======== MATERIAL SHOWN

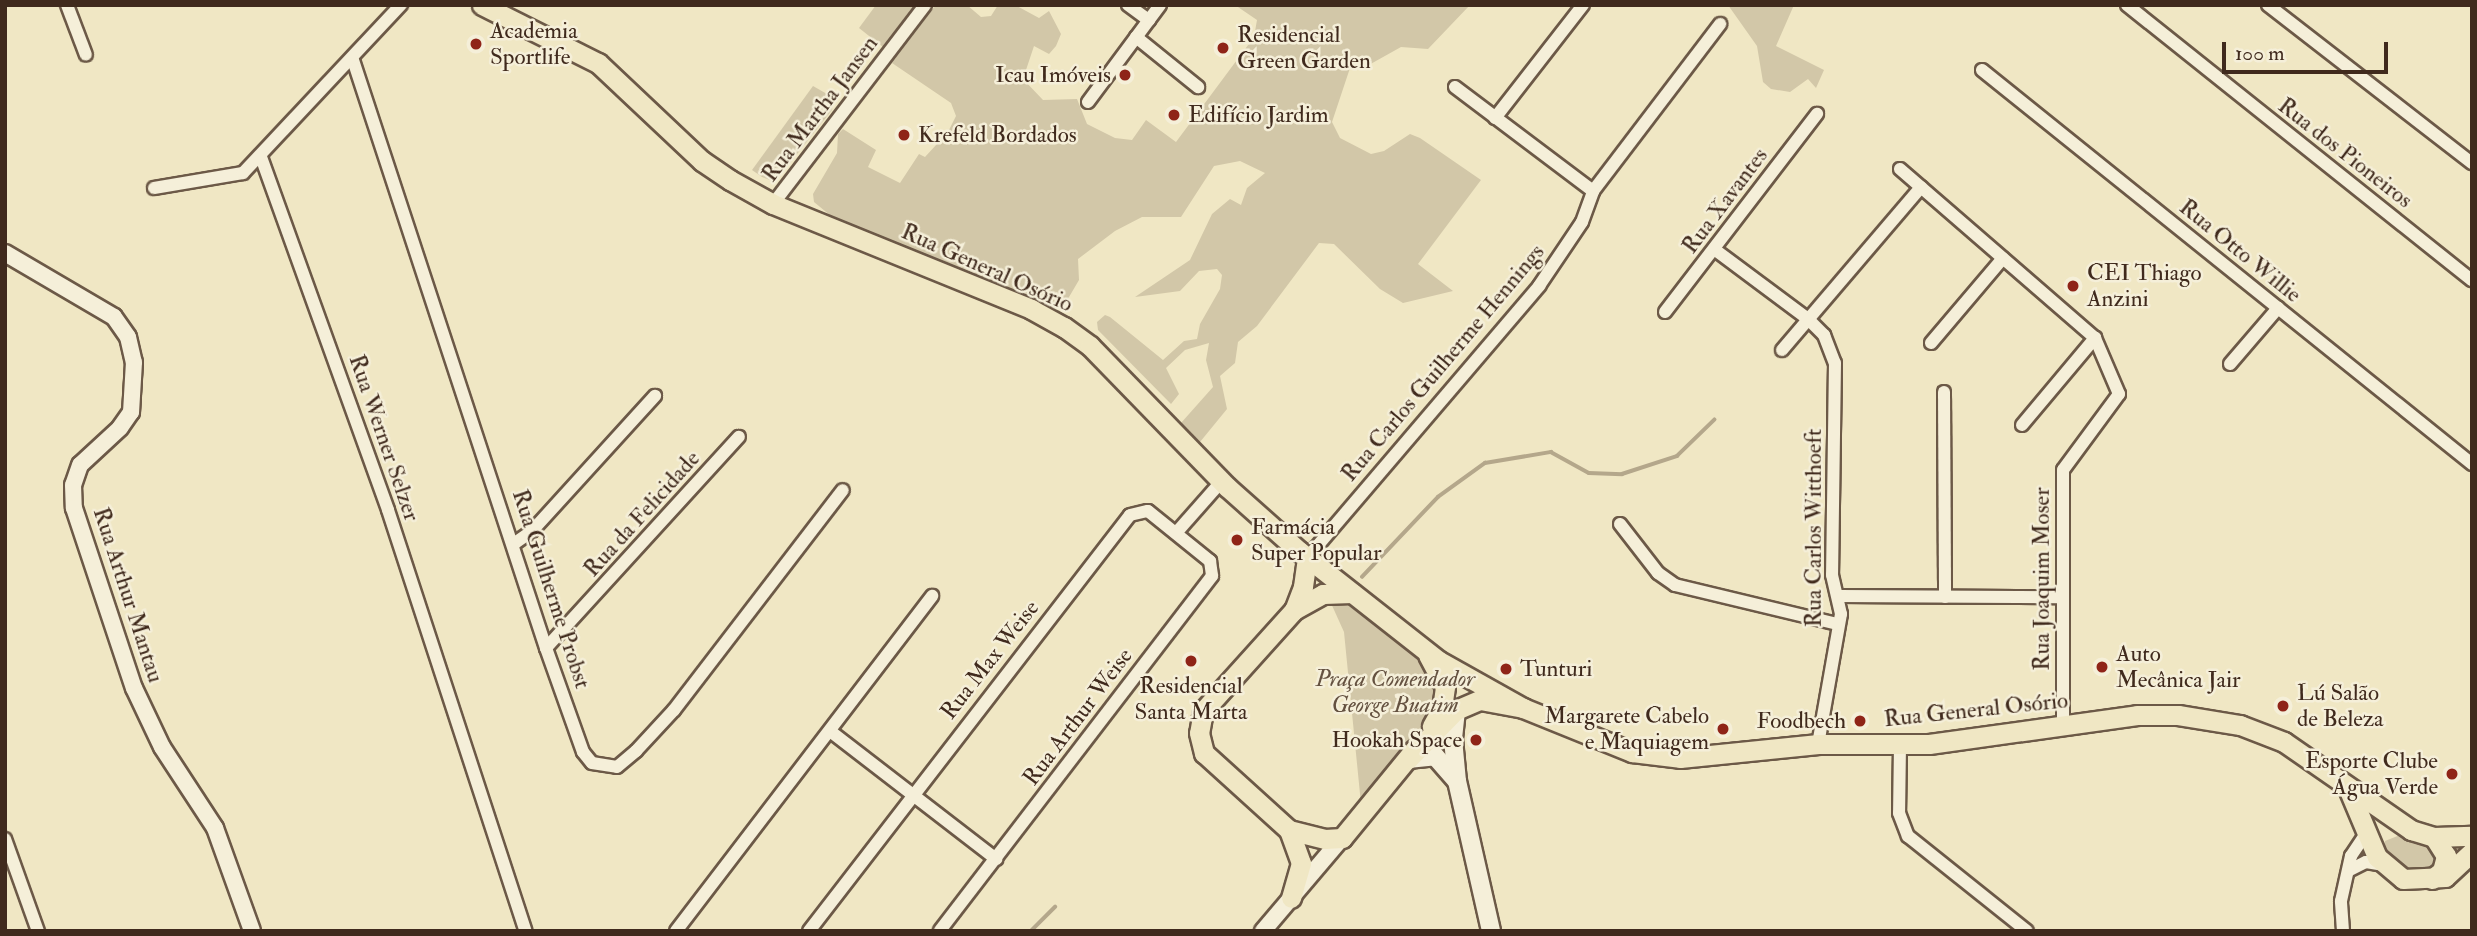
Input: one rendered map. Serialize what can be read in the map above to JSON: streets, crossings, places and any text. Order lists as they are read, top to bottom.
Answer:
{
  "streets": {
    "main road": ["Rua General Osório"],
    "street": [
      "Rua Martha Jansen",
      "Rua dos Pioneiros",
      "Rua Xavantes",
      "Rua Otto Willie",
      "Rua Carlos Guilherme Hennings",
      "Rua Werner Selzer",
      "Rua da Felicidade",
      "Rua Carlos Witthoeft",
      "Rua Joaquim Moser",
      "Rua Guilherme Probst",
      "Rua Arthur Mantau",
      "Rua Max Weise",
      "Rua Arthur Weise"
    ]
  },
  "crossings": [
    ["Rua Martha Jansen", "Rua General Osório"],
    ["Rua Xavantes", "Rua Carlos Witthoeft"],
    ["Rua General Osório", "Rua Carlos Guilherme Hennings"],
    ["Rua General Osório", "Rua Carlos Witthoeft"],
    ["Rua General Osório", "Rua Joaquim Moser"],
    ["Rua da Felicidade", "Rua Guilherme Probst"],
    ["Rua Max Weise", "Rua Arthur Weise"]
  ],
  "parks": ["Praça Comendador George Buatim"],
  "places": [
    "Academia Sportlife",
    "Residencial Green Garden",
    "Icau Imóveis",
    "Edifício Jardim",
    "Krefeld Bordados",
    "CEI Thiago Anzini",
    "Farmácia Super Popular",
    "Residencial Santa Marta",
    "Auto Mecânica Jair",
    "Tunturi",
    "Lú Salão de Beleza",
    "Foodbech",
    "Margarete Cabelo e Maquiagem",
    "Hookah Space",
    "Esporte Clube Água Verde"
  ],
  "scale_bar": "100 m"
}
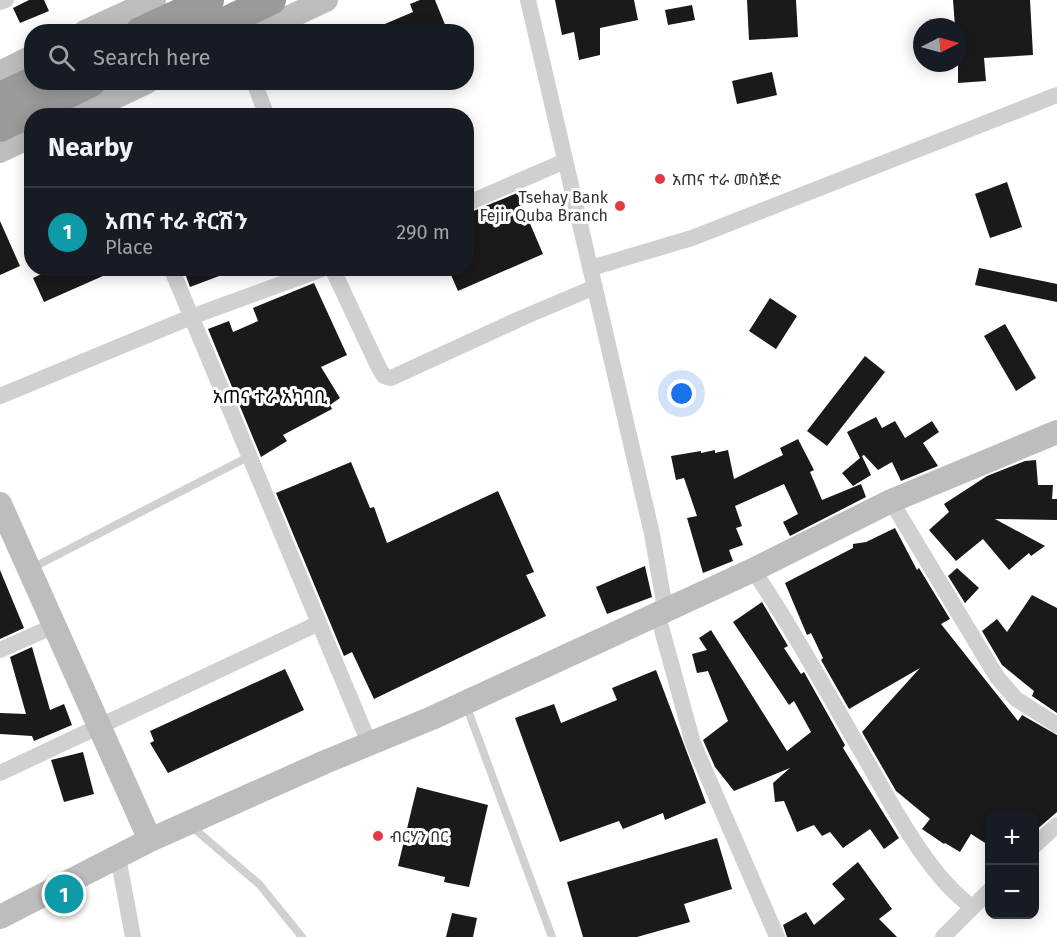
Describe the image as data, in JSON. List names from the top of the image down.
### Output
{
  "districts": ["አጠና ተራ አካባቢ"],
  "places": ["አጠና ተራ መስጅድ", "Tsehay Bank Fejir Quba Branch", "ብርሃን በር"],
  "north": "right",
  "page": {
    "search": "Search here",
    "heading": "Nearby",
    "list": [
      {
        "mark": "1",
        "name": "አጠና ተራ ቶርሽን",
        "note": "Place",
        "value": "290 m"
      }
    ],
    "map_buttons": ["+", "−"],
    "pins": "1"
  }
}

================
======== MATERIAL SHOWN

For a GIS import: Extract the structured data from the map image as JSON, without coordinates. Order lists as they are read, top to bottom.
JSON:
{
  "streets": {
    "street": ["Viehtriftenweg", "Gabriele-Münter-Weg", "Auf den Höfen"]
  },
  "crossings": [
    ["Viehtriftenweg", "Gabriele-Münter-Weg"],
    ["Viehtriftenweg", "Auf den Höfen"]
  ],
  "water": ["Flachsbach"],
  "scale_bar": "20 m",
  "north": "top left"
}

================
======== MATERIAL SHOWN

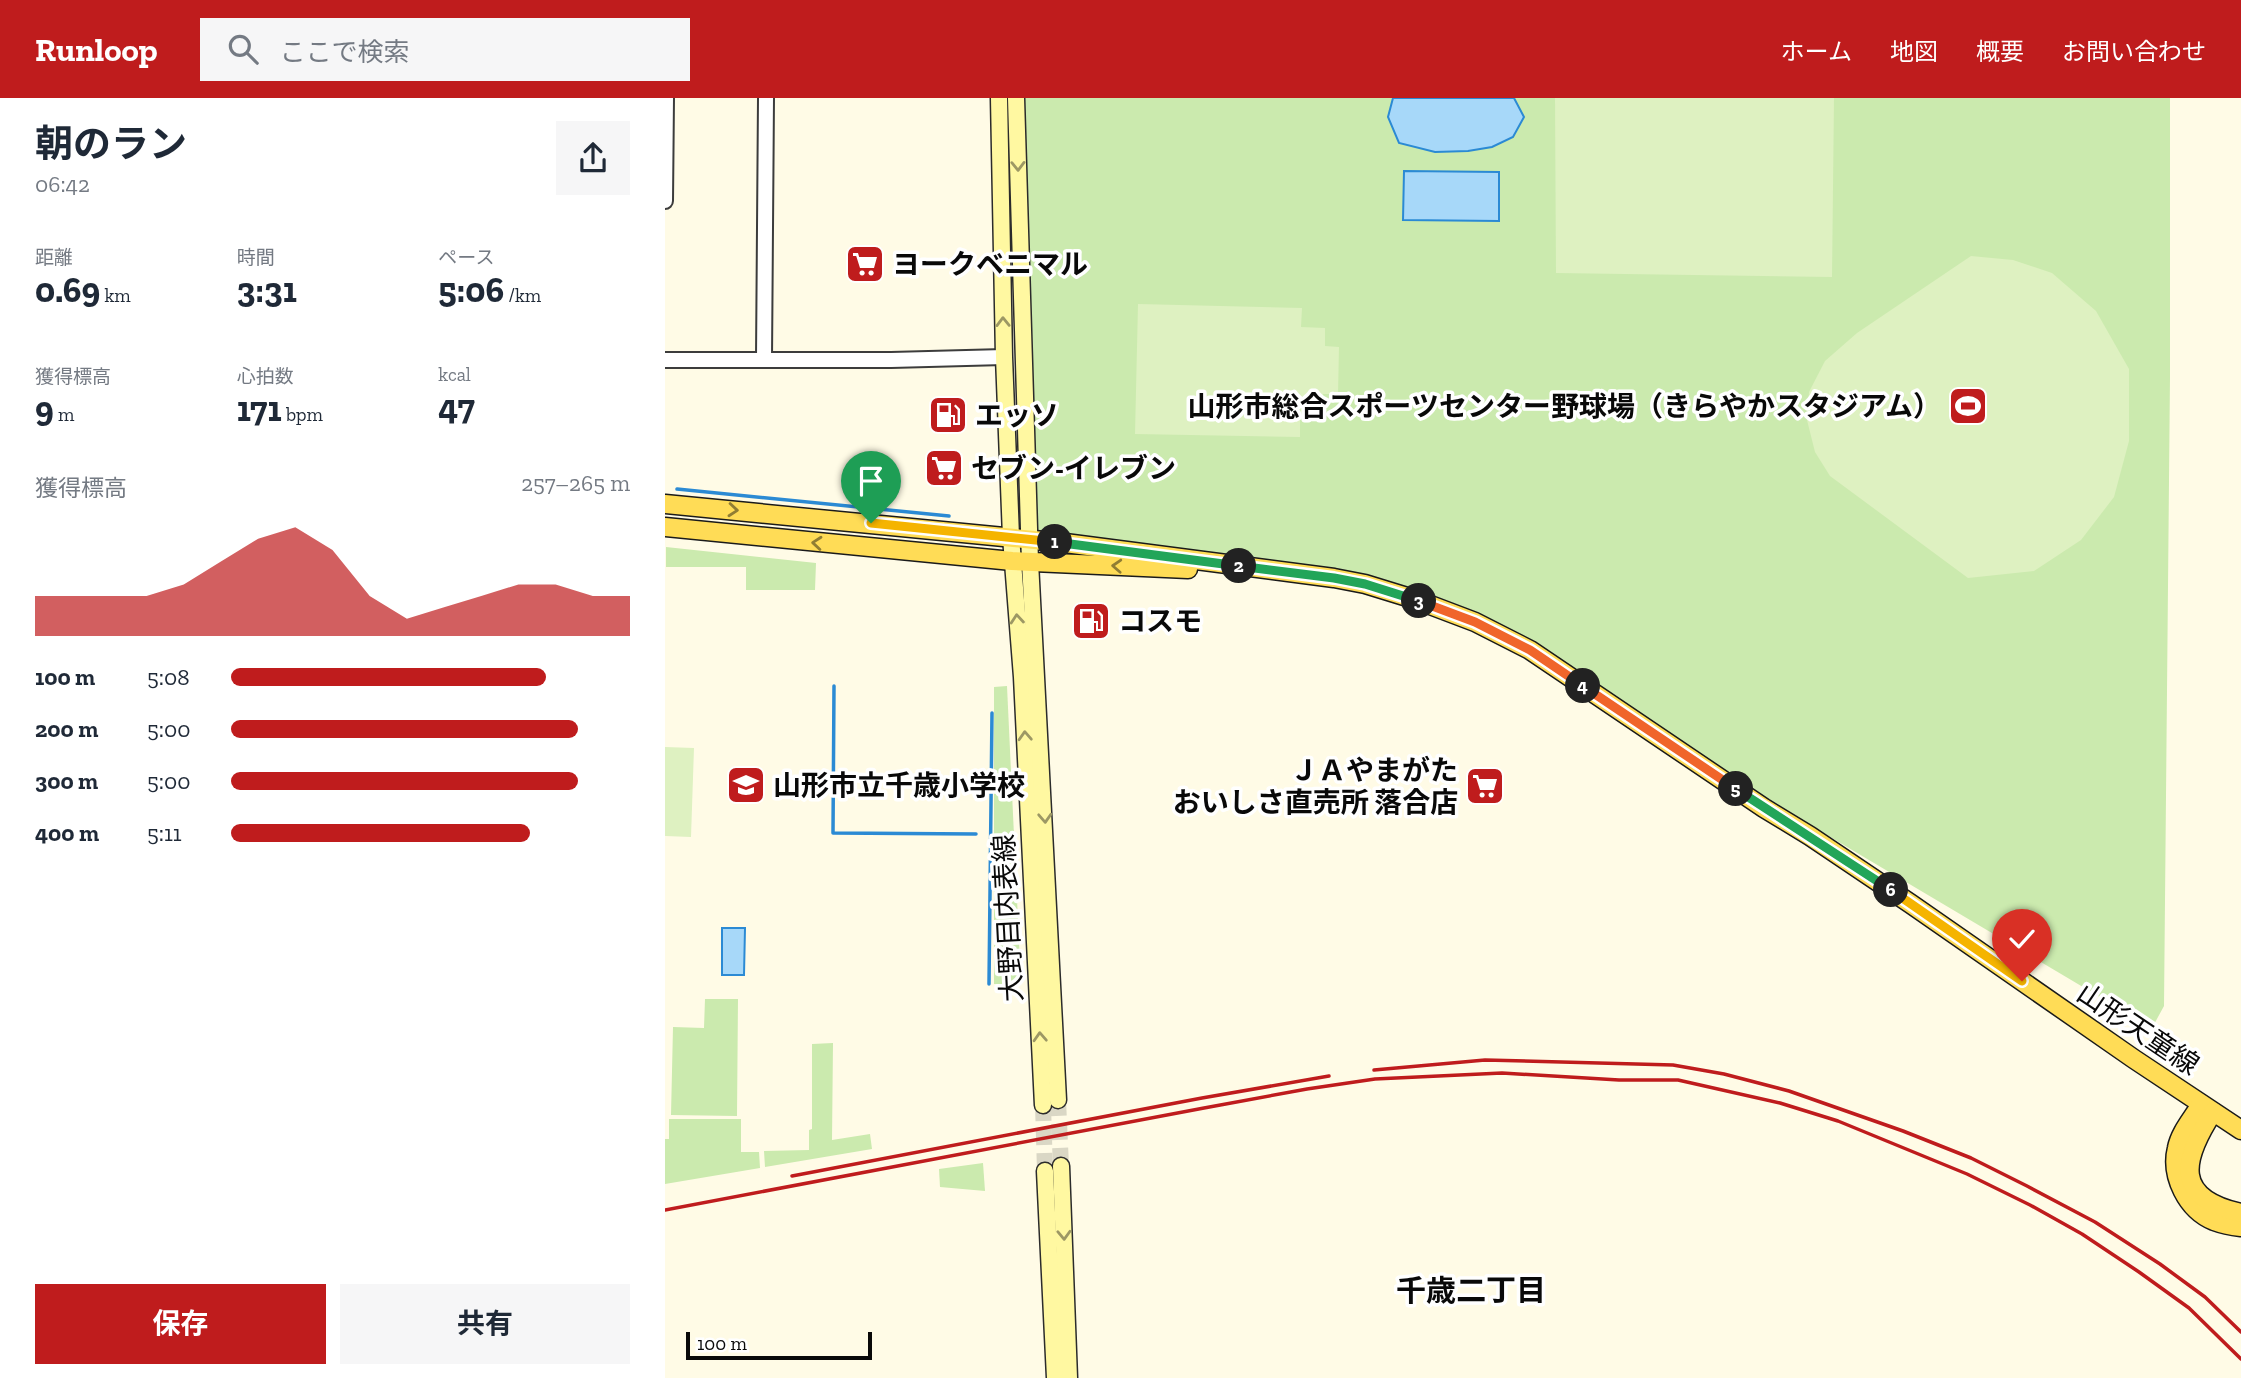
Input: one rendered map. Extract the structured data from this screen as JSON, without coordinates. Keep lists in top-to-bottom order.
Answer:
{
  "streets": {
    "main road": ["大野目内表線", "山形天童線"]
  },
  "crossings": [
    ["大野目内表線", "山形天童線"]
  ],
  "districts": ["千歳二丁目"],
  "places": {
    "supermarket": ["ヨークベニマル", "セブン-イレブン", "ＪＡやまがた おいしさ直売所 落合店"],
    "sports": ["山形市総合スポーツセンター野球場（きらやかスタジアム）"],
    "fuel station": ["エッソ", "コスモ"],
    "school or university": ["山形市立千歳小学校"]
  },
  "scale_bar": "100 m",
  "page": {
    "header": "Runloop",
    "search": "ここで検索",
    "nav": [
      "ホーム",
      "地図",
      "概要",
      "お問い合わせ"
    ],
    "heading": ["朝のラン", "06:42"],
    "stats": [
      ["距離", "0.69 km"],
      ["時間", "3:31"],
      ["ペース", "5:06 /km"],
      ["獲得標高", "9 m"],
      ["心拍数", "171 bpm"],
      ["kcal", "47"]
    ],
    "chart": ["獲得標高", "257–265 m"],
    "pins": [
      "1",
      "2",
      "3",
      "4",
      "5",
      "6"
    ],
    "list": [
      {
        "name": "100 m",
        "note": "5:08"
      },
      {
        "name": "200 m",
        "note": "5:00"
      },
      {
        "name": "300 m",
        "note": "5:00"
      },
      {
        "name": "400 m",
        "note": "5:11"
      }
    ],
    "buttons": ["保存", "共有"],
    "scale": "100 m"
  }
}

================

◆ WORK ITEM ◆
Search the records above for the string "rendered". Copy every line that contains it.

◆ WRITTEN ANSWER ◆
Input: one rendered map. Serialize what can be read in the map above to JSON: streets, crossings, places and any text. Order lists as they are read, top to bottom.
Input: one rendered map. Extract the structured data from this screen as JSON, without coordinates. Keep lists in top-to-bottom order.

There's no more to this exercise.